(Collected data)

*** Begin section ***

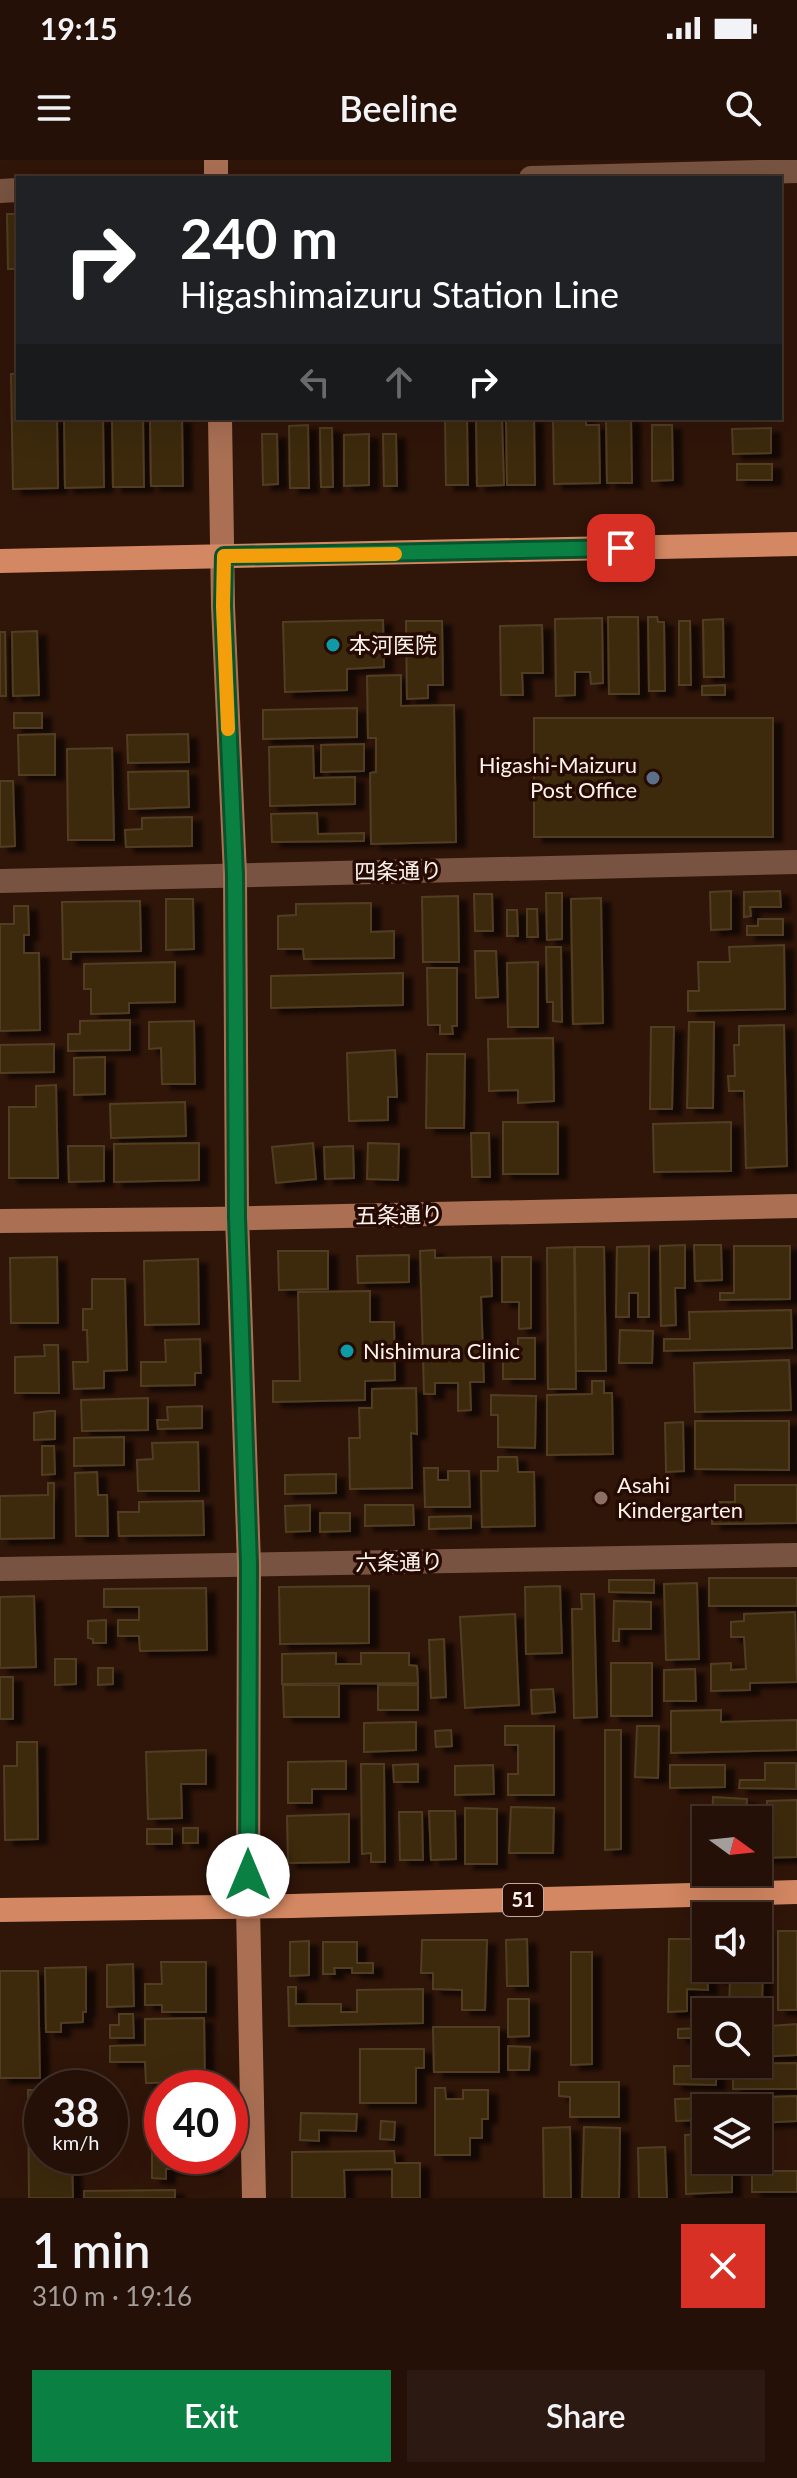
<!DOCTYPE html>
<meta charset="utf-8">
<style>
:root{--surface:#241007;--page:#2c1911;--text:#f1f3f6;--muted:#a39d9b;--line:#413028;--accent:#0b8043}
body{margin:0;font-family:Lato,"Noto Sans JP",sans-serif;background:var(--page);color:var(--text);height:100vh;display:flex;flex-direction:column;font-size:30px;white-space:nowrap}
*{box-sizing:border-box;margin:0}
p{font-size:26px;color:var(--muted)}
.icon{flex:none;width:44px;height:44px;fill:none;stroke:currentColor;stroke-width:2;stroke-linecap:round;stroke-linejoin:round}
.map{position:relative;height:2038px;overflow:hidden}
.drawer{display:flex;flex-direction:column;background:var(--surface);flex:1}
.drawer>*{flex:none}
.banner{position:absolute;left:16px;top:16px;width:766px;height:244px;border-radius:0px;box-shadow:0 8px 32px #0002,0 0 0 2px var(--line);background:#202124;color:#fff;overflow:hidden}
.needle{width:52px;rotate:105deg}
.fabs{position:absolute;left:692px;top:1646px;display:grid;gap:16px}
.fabs a{display:grid;place-items:center;width:80px;height:80px;border-radius:0px;background:var(--surface);box-shadow:0 8px 32px #0002,0 0 0 2px var(--line);font-size:40px}
.speed{position:absolute;left:24px;top:1910px;display:flex;gap:16px;font-size:40px;font-weight:700;text-align:center}
.speed>*{display:grid;place-content:center;width:104px;height:104px;border-radius:50%;background:var(--surface);box-shadow:0 8px 32px #0002,0 0 0 2px var(--line);line-height:1}
.speed small{font-size:20px;font-weight:400}
.speed .limit{border:12px solid #d22;background:#fff;color:#111}
.pin{position:absolute;display:grid;place-items:center;width:68px;height:68px;color:#fff;margin:-34px;border-radius:16px;box-shadow:0 4px 12px #0006}
.me{position:absolute;width:88px;margin:-44px;rotate:0deg;stroke-linejoin:round;filter:drop-shadow(0 0 6px #0008)}
.turn{display:flex;align-items:center;gap:28px;height:168px;padding:0 32px;font-size:36px}
.turn .icon{width:104px;height:104px;stroke-width:2.5}
.turn b{display:block;font-size:56px;line-height:68px}
.lanes{display:flex;align-items:center;height:76px;padding:0 32px;background:#0003;justify-content:center;gap:40px;direction:ltr}
.lanes .off{opacity:.35}
.round{display:grid;place-items:center;flex:none;width:84px;height:84px;border-radius:0px;background:var(--page)}
.summary{display:flex;align-items:center;justify-content:space-between;height:136px;padding:0 32px}
h1{font-size:48px;font-weight:600;line-height:60px}
.action{display:flex;gap:16px;margin-top:auto;padding:16px 32px}
.action a{flex:1;height:92px;border-radius:0px;background:var(--accent);color:#fff;font-size:32px;font-weight:600;line-height:92px;text-align:center}
.action a+a{background:var(--page);color:var(--text)}
.status{display:flex;justify-content:space-between;align-items:center;height:56px;padding:0 40px;background:var(--surface);direction:ltr}
.status svg{height:22px;fill:currentColor}
header{display:flex;justify-content:space-between;align-items:center;height:104px;padding:0 32px;background:var(--surface);font-size:36px;font-weight:600}
.map>svg:first-child{display:block}
.building{fill:#3d2a0f;stroke:#513d23;stroke-width:2;filter:url(#shadow)}
.lines{fill:none;stroke-linecap:round;stroke-linejoin:round}
.street{stroke:#785341;stroke-width:24}
.secondary{stroke:#ab7054;stroke-width:24}
.primary{stroke:#d38762;stroke-width:24}
.route-casing{stroke:#07532c;stroke-width:20}
.route{stroke:#0b8043;stroke-width:14}
.slow{stroke:#f59e0b;stroke-width:14}
.culture-dot{fill:#0f9aa8;stroke:#260b02;stroke-width:3}
.service-dot{fill:#5c6f8a;stroke:#260b02;stroke-width:3}
.education-dot{fill:#8d6e63;stroke:#260b02;stroke-width:3}
.labels{text-anchor:middle;stroke-width:7;stroke-linejoin:round;paint-order:stroke}
.shield{fill:#260b02;stroke:#bdada6;stroke-width:2}
.shield-label{font-size:20px;font-weight:bold;fill:#fef2ed}
.poi-label{font-size:22px;fill:#fef2ed;stroke:#260b02;text-anchor:start}
.street-label{font-size:22px;fill:#fef2ed;stroke:#260b02}
</style>
<div class="status"><b>19:15</b><svg viewBox="0 0 49 12"><path d="M0 12V9h3v3zM5 12V6h3v6zM10 12V3h3v9zM15 12V0h3v12zM26 1h20v11H26zM47 4h2v5h-2z"/></svg></div>
<header><svg class="icon" aria-label="menu" viewBox="0 0 24 24"><path d="M4 6h16M4 12h16M4 18h16"/></svg>Beeline<svg class="icon" aria-label="search" viewBox="0 0 24 24"><circle cx="10" cy="10" r="6"/><path d="M15 15l6 6"/></svg></header>
<div class="map">
<svg width="797" height="2038" viewBox="0 0 797 2038">
<defs>
<filter id="shadow"><feDropShadow dx="9" dy="5" stdDeviation="2" flood-color="#0009"/></filter>
</defs>
<rect width="100%" height="100%" fill="#301509"/>
<path class="building" d="M7,54h11v55h-10z
M11,214h7v44h39l1,70 -45,1z
M64,258h39l1,69 -39,1z
M112,258h31l1,69h-31z
M150,258h32l1,68h-32z
M445,258h22l1,67h-22z
M476,258h26l2,67 -27,1z
M506,258h28l1,67h-28z
M553,258h33v7h13l1,58 -46,1z
M606,258h25l1,65h-25z
M308,265l1,63h-19l-1,-62z
M652,265h20l1,55 -21,1z
M320,268h12l1,59h-12z
M771,268v25l-38,1 -1,-25z
M262,274h15l1,50 -15,1z
M369,274v51l-25,1v-51z
M383,274h13l1,52h-13z
M737,304h35v16h-35z
M608,457h30l1,77h-30z
M648,457h9l1,5h6l1,69h-16z
M602,458l1,65 -12,1 -1,-12h-15v23l-19,1 -1,-77z
M723,459l1,58h-20l-1,-57z
M383,460l1,47 -37,2v21l-62,2 -2,-70z
M406,461h36l1,64h-15v13l-21,1z
M679,461h11l1,64h-12z
M542,465l1,48h-21l1,22h-22l-1,-69z
M37,471l2,64 -26,1 -1,-64z
M0,472h5l1,64h-6z
M401,515v31l53,-1 2,137 -85,2 -1,-71 6,-1v-34h-8l-1,-62z
M725,525v10h-23v-9z
M357,548v29l-94,2v-29z
M14,553h28v15h-28z
M534,558h239v119h-239z
M55,574v41h-36l-1,-40z
M188,574l1,28 -61,1 -1,-28z
M364,584v27l-43,1v-27z
M313,586l1,32 41,-1v27l-85,2 -1,-59z
M112,588l2,92h-46l-1,-91z
M188,611l1,36 -60,2 -1,-37z
M0,621h13l2,65 -15,1z
M317,653l1,21 46,-1v8l-92,1 -1,-28z
M192,657v29l-66,1 -1,-17 17,-1v-11z
M731,731v38l-20,1 -1,-38z
M780,731l1,16h-31l1,9 -7,1v-25z
M546,733h16v46l-15,1z
M474,734h18l1,37h-18z
M458,736l1,66h-36l-1,-65z
M601,738l2,125 -30,1 -2,-125z
M166,739h27l1,50 -28,1z
M140,741l1,50 -70,1v7h-8l-1,-57z
M371,743v29l23,-1v27l-90,1 -1,-10h-25v-33l18,-1v-11z
M14,746h14l1,29h-5v18h15l1,77 -40,1v-107h14z
M527,749h10l1,28h-11z
M507,750h10l1,26h-11z
M758,759h25v16h-36v-9h11z
M784,785l1,64 -97,2v-20h11l-1,-29h32l-1,-15z
M546,787h15l1,75 -9,-1v-19h-6z
M475,791h21l2,46 -22,1z
M175,802v40l-46,1v10l-38,1v-25h-7v-25z
M538,802v65h-30l-1,-64z
M427,808h30v58h-5l1,8h-13v-9h-12z
M403,813v32l-132,3v-32z
M130,860v30l-62,1v-17h12v-13z
M194,861l1,63h-33l-1,-36 -12,1v-27z
M689,862h25l-1,86h-26z
M784,865l3,141 -41,2 -2,-77h-15l-1,-15h7l-1,-31h5v-19z
M651,867h23l-2,82h-22z
M553,878l1,63 -36,2v-13l-29,1 -1,-52z
M54,884v28l-54,1v-28z
M395,890l2,47h-9v23l-39,1 -2,-68z
M427,894h38l-1,74h-38z
M105,897v37l-31,1v-37z
M56,925l2,93h-49v-71h27v-21z
M185,942l1,34 -75,2 -1,-34z
M503,962h55v52h-55z
M731,962v49l-77,1 -1,-48z
M471,973h18l1,44h-18z
M199,983v37l-85,2v-38z
M313,983l3,36 -40,4 -4,-36z
M368,983l31,1 -1,36 -31,-1z
M68,986h36v35l-35,1z
M353,986l1,32 -29,1 -1,-32z
M685,1085v43h-10l1,37 -15,1 -1,-80z
M694,1085h27l1,35 -27,1z
M649,1086v71h-11v-24h-9v24h-13l1,-70z
M734,1086h56v53l-70,1v-7h14z
M574,1087l2,142h-28l-1,-141z
M575,1087h29l2,124h-30z
M435,1090v8l56,-1 1,39 -11,1 3,85h-14l1,28 -13,1v-28h-23v11h-11l-4,-143z
M278,1091h50v38l-49,1z
M409,1095v27l-51,1 -1,-27z
M57,1097l1,66h-47l-1,-65z
M502,1097h29v71l-12,1v-27h-17z
M198,1099l1,65 -54,1 -1,-64z
M92,1119h33l2,91 -23,1v17l-30,1 -1,-27h15l-1,-32h-4v-21h9z
M370,1131v31h24l1,58 -30,1v19l-92,2v-21h27l-2,-89z
M791,1150l1,38 -128,3v-12h26l-1,-27z
M620,1170l33,1 -1,32h-33z
M518,1178h17v41h-32v-20l15,-1z
M200,1179l1,34h-6v12l-54,1v-24h25l-1,-22z
M44,1185h14l1,48h-44v-36l30,-1z
M789,1200l2,50 -96,2 -1,-49z
M592,1221h12v12h8l1,61 -66,1v-60l45,-1z
M416,1228l1,46 -6,-1 1,55 -62,1 -1,-51h11l-1,-30h13v-19z
M491,1235l45,1 -1,52 -37,-1v-32h-7z
M148,1238v32l-66,1 -1,-31z
M202,1246v22l-44,1 -1,-9h11l-1,-13z
M50,1251h5v28l-21,1v-27z
M695,1261h94v49l-94,-1z
M683,1262l1,49 -18,1 -1,-49z
M124,1277v28l-50,1v-28z
M198,1282l1,49h-61l-1,-31 16,-1 -1,-16z
M42,1286h12l1,28 -13,1z
M498,1297h19l1,15h16l1,54 -53,1 -1,-56h17z
M424,1308h14v12h10v-9h21l1,36h-45z
M97,1312l1,23h9l1,41h-32l-1,-63z
M336,1314v19l-51,1v-19z
M48,1323h6v55l-54,1v-43l48,-1z
M735,1325h62v38l-85,1v-22h23z
M203,1341l1,34 -85,1 -1,-24h21v-10z
M310,1345v26l-24,1 -1,-26z
M365,1345h48l1,20 -49,1z
M320,1353h30v18l-30,1z
M471,1356v12l-42,1v-12z
M709,1418h88v28h-88z
M609,1420h45v13l-45,-1z
M697,1423l2,76 -33,1 -2,-76z
M369,1426v57l-89,1 -1,-57z
M560,1426l2,67 -36,1 -1,-67z
M206,1428l1,62 -67,1 -1,-15h-21v-16h21v-13h-35v-18z
M581,1434h13l3,123 -23,1 -2,-109h10z
M34,1436l2,71 -36,1v-71z
M614,1441l37,1v27h-32v12h-6z
M795,1452l2,70 -47,1v7l-39,1v-27l20,-1v7l15,-1 -2,-32h-13v-15l13,-1v-7z
M515,1454l4,91 -54,3 -5,-91z
M106,1460v23h-13v-4l-5,-1v-17z
M444,1479l2,58 -15,1 -2,-58z
M336,1493v11h25v-11h48v12l8,1 1,17 -136,1v-30z
M55,1499h21v25l-21,1z
M611,1503h41v53h-41z
M98,1508h15v16l-15,1z
M695,1509l1,32h-32v-31z
M0,1517h13v42h-13z
M283,1525h56v32h-55z
M378,1525h40v25h-40z
M553,1529l2,23 -23,2 -1,-24z
M721,1550v12l76,-2v30l-126,3v-42z
M416,1562v28l-52,2v-29z
M505,1566h49v69h-46v-21h10v-29h-13z
M637,1566h22l-1,52 -23,-1z
M451,1570l1,16 -16,1 -1,-16z
M605,1570h16v119l-16,1z
M17,1582h20l1,97 -33,1 -1,-74h13z
M206,1590v34h-25l1,34 -34,1 -2,-67z
M346,1601v28h-34v14h-24v-41z
M765,1603h31v26l-57,-1 1,-8h25z
M361,1604h23l1,98h-14v-9l-9,1z
M418,1604v18h-24l-1,-17z
M493,1605l1,29 -39,1v-29z
M670,1605h55v22l-55,1z
M713,1637l34,2 -1,21h-34z
M797,1640v57l-39,1v-38h-2l-1,-5h12v-14z
M511,1647l43,1 -1,45h-44z
M465,1648l32,1v55h-32z
M429,1651h26l1,48 -25,1z
M399,1652h23l1,48h-23z
M349,1654v48l-61,1 -1,-47z
M183,1668h15v15h-15z
M147,1669h25v15h-25z
M778,1771h19v79h-19z
M758,1772h6l-2,72 -25,-1v8l-8,-1 1,-31 -16,-1v-10h44z
M527,1779l1,47h-21l-1,-46z
M669,1779h37l2,51 -21,-1v22l-19,1z
M422,1780h65l-2,70h-23v-20l-29,-1v-16h-12z
M309,1781v34l-19,1v-34z
M323,1782h34v21h16v10h-21v-5h-18l1,6h-12z
M571,1792h21v112l-21,1z
M161,1802h45v50h-44v-7h-17v-21h17z
M133,1804l1,42 -27,1v-42z
M86,1807v45h-3v10l-22,1v9h-15l-1,-64z
M0,1811h38l2,107h-40z
M288,1827h8v17h45v8h16v-22l66,-1v34l-134,3z
M508,1839h21v37l-21,1z
M119,1854h14l1,24h-24v-13h9z
M204,1858l1,64 -59,1 -1,-21h-35v-16l35,-1v-26z
M797,1864v31l-39,2v-30z
M433,1867h66v45h-65z
M706,1868v10h-28v-9z
M508,1886l22,1 -1,23h-21z
M360,1889h64v19h-8v35h-56z
M797,1903v26h-64v-25z
M674,1906h42v19l-42,-1z
M559,1922h60v35h-49v-20l-11,-1z
M435,1928h10l1,11h17v-9h25v29h-6v19h-12v17h-35z
M28,1930h14v66h30l1,42h-44z
M797,1936v25l-39,2v-15h-16v-10z
M719,1938v10h-13v12l-30,1 -1,-22z
M301,1953l56,1 -1,17 -37,-1v11l-19,-1z
M381,1961l14,1 -1,18 -14,-1z
M570,1967l1,71h-27l-1,-70z
M584,1967l36,1 -1,70h-37z
M152,1972h10v24h50v12l-46,1v10l-14,-1z
M706,1974v26h26v32l-46,2 -1,-59z
M665,1987l2,51h-28l-1,-50z
M394,1991l1,12h25v35h-28v-29l-48,1 1,28h-53v-46z
M752,2011h45v21h-45z
M175,2030v8h-91v-7z"/>
<g class="lines">
<path class="street" d="M531,18l266,-7
M0,31l18,-1
M0,721l797,-19
M0,1409l797,-14"/>
<path class="secondary" d="M216,0v18
M220,258l3,188 12,268 2,343 12,347 -1,343 6,291
M0,1061l209,-2 588,-13"/>
<path class="primary" d="M0,401l797,-17
M0,1750l292,-4 505,-14"/>
</g>
<g class="lines">
<g class="route-casing">
<path id="route" d="M248,1715l1,-311 -12,-347 -2,-343 -12,-268 1,-50 397,-8"/>
</g>
<use href="#route" class="route"/>
<path class="slow" d="M228,569l-5,-123 1,-50 171,-2"/>
</g>
<g class="culture-dot">
<circle cx="333" cy="485" r="8"/>
<circle cx="347" cy="1191" r="8"/>
</g>
<circle class="service-dot" cx="653" cy="618" r="8"/>
<circle class="education-dot" cx="601" cy="1338" r="8"/>
<g class="labels">
<rect class="shield" x="503" y="1724" width="40" height="32" rx="6"/>
<g class="shield-label">
<text x="523" y="1747">51</text>
</g>
<g class="poi-label">
<text x="349" y="493">本河医院</text>
<text x="637" y="613" text-anchor="end">Higashi-Maizuru<tspan x="637" dy="25">Post Office</tspan></text>
<text x="363" y="1199">Nishimura Clinic</text>
<text x="617" y="1333">Asahi<tspan x="617" dy="25">Kindergarten</tspan></text>
</g>
<g class="street-label">
<text transform="translate(398 711) rotate(-1)" y="8">四条通り</text>
<text transform="translate(399 1055) rotate(-1)" y="8">五条通り</text>
<text transform="translate(399 1402) rotate(-1)" y="8">六条通り</text>
</g>
</g>
</svg>
<div class="fabs">
<a><svg class="needle" viewBox="-14 -14 28 28"><path d="M0-13l5 13h-10z" fill="#e53935"/><path d="M0 13l5-13h-10z" fill="#a39d9b"/></svg></a>
<a><svg class="icon" aria-label="sound" viewBox="0 0 24 24"><path d="M4 9h4l5-4v14l-5-4H4zM17 9q2 3 0 6"/></svg></a>
<a><svg class="icon" aria-label="search" viewBox="0 0 24 24"><circle cx="10" cy="10" r="6"/><path d="M15 15l6 6"/></svg></a>
<a><svg class="icon" aria-label="layers" viewBox="0 0 24 24"><path d="M12 4l9 5-9 5-9-5zM3 14l9 5 9-5"/></svg></a>
</div>
<div class="speed"><div>38<small>km/h</small></div><div class="limit">40</div></div>
<div class="pin" style="left:621px;top:388px;background:#d93025"><svg class="icon" aria-label="arrive" viewBox="0 0 24 24"><path d="M6 21V4h12l-3 4 3 4H6"/></svg></div>
<svg class="me" style="left:248px;top:1715px" viewBox="-20 -20 40 40"><circle r="19" fill="#fff"/><path d="M0-13L10 11 0 6-10 11z" fill="#0b8043"/></svg>
<div class="banner">
<div class="turn"><svg class="icon" aria-label="right" viewBox="0 0 24 24"><path d="M7 20v-9h11M14 6l5 5-5 5"/></svg><div><b>240 m</b>Higashimaizuru Station Line</div></div>
<div class="lanes"><svg class="icon off" aria-label="left" viewBox="0 0 24 24"><path d="M17 20v-9H6M10 6l-5 5 5 5"/></svg><svg class="icon off" aria-label="ahead" viewBox="0 0 24 24"><path d="M12 20V5M6 11l6-6 6 6"/></svg><svg class="icon" aria-label="right" viewBox="0 0 24 24"><path d="M7 20v-9h11M14 6l5 5-5 5"/></svg></div>
</div>
</div>
<section class="drawer">
<div class="summary"><div><h1>1 min</h1><p>310 m · 19:16</p></div><a class="round" style="background:#d93025;color:#fff"><svg class="icon" aria-label="close" viewBox="0 0 24 24"><path d="M6 6l12 12M18 6L6 18"/></svg></a></div>
<div class="action"><a>Exit</a><a>Share</a></div>
</section>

*** End section ***

» WORK REQUIRED: Working from the data above, extract solely the lines from the one containing "M130,860v30l-62,1v-17h12v-13z" through the one containing "M313,983l3,36 -40,4 -4,-36z", exactly as they appear, both included.

» THE COMPLETED TASK:
M130,860v30l-62,1v-17h12v-13z
M194,861l1,63h-33l-1,-36 -12,1v-27z
M689,862h25l-1,86h-26z
M784,865l3,141 -41,2 -2,-77h-15l-1,-15h7l-1,-31h5v-19z
M651,867h23l-2,82h-22z
M553,878l1,63 -36,2v-13l-29,1 -1,-52z
M54,884v28l-54,1v-28z
M395,890l2,47h-9v23l-39,1 -2,-68z
M427,894h38l-1,74h-38z
M105,897v37l-31,1v-37z
M56,925l2,93h-49v-71h27v-21z
M185,942l1,34 -75,2 -1,-34z
M503,962h55v52h-55z
M731,962v49l-77,1 -1,-48z
M471,973h18l1,44h-18z
M199,983v37l-85,2v-38z
M313,983l3,36 -40,4 -4,-36z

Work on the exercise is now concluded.